The Trafford Centre owner plans to devise a strategy for the ailing company in the weeks ahead after reporting a £2bn loss in its annual results on Thursday.
In the meantime, it is “business as usual” for the firm’s regional shopping centres, which also include the Manchester Arndale Centre, a spokesperson for Intu told Place North West.
“[Intu] is engaging with stakeholders in the coming weeks to determine the best way forward”, the spokesperson said, after the company said it almost doubled its losses in the year to 31 December 2019.
Intu has previously said it is exploring options to fix its balance sheet and pay down £4.5bn in debt, including the possible disposal or part-disposal of some of its assets, including in the UK and Spain.
However, the spokesperson said “there will be no immediate sale of assets. Any disposal will be done in an orderly way to maximise value for stakeholders.
“There is no guidance on timing of any potential part sale or disposals of centres. Intu has said that this is one of a number of options it has to raise liquidity and has received a number of proposals from investors interested in investing in its assets.”
Asked about the potential impact on Intu’s North West assets including the Trafford Centre and Manchester Arndale, which it co-owns with M&G Real Estate, the spokesperson said “it’s business as usual”.
Last week, Intu was forced to abandon its £1bn equity raise last week due to lack of interest among shareholders and prospective investors.

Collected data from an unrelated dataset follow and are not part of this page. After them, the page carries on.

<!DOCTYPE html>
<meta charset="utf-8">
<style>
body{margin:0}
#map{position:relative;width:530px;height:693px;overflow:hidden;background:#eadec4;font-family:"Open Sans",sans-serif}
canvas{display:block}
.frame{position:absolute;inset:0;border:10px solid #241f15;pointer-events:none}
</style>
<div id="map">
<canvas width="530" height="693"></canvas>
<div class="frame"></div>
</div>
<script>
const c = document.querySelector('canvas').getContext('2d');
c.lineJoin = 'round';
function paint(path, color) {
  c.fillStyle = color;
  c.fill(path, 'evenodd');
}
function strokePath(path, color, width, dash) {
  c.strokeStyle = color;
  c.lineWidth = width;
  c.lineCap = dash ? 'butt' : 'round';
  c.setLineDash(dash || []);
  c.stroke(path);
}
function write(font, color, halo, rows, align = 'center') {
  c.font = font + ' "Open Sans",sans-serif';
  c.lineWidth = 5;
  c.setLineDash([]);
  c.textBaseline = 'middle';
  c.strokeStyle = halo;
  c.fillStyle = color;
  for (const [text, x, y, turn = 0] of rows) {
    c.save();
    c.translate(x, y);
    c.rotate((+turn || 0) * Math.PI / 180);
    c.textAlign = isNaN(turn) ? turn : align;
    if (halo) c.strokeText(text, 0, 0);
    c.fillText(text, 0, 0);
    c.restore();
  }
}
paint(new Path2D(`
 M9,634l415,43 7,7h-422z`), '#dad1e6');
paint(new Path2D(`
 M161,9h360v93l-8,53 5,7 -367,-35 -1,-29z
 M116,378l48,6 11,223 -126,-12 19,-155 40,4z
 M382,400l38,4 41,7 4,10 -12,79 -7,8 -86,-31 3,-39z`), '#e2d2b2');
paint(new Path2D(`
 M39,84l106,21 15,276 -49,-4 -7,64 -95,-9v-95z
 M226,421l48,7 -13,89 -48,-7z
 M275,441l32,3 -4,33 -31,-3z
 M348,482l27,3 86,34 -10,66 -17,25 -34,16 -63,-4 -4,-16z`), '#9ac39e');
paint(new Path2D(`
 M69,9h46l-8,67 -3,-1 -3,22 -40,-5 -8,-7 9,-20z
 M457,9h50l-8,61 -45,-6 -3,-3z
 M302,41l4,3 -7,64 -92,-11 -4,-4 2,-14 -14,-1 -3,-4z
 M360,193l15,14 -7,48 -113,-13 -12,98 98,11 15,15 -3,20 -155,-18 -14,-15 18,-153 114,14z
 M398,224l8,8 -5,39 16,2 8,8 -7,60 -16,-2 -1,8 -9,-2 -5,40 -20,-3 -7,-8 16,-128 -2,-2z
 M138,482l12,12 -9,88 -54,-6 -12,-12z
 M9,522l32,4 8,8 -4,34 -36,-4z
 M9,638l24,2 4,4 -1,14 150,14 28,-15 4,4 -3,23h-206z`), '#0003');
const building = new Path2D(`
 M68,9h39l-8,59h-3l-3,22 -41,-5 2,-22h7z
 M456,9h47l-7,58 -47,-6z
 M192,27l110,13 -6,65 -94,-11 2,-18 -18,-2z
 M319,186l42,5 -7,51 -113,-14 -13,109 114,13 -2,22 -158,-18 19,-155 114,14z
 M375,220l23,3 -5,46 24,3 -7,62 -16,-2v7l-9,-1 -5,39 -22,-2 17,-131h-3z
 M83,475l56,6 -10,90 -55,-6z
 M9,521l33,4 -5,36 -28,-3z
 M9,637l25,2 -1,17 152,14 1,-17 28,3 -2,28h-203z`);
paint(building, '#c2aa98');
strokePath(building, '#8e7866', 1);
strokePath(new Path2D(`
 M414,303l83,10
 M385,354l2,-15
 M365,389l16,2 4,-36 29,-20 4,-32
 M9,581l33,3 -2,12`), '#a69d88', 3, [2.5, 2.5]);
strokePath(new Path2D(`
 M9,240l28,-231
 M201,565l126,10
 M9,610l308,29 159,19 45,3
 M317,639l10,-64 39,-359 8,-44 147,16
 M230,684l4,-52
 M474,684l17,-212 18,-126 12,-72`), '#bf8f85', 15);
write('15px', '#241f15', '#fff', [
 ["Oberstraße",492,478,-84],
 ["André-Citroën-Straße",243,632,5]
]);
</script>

Yesterday, Intu attributed the financial loss, which equated to an additional £848m over the 12 months to 31 December, predominantly to a revaluation of its property portfolio that resulted in a deficit of £1.9bn.
The spokesperson said the loss was “driven by continued negative investor sentiment towards retail and retail real estate. Property valuations are disconnected from the operational performance of the business, which remains robust in a challenging market.”
Since the beginning of 2019, Intu has disposed of £600m of assets, the spokesperson added, which has been used to help pay down some of the company’s debt.
Intu reported a 6% drop in revenues to £542m for the full-year 2019, attributed to retail store closures and administrations.
In a statement to Place North West following publication of the latest financial results, Intu chief executive Matthew Roberts said: “Fixing Intu’s balance sheet is our number one strategic priority. We are currently engaged with our lenders and other stakeholders to discuss a range of options available to provide further liquidity for the business.
“We have immediately available cash and facilities of £200m and are not in breach of any debt covenants.
“We have the best portfolio of shopping centre assets across the UK and have reported a strong operational performance despite a challenging market. I remain confident in the future of our business and our ability to face these challenging conditions head on.”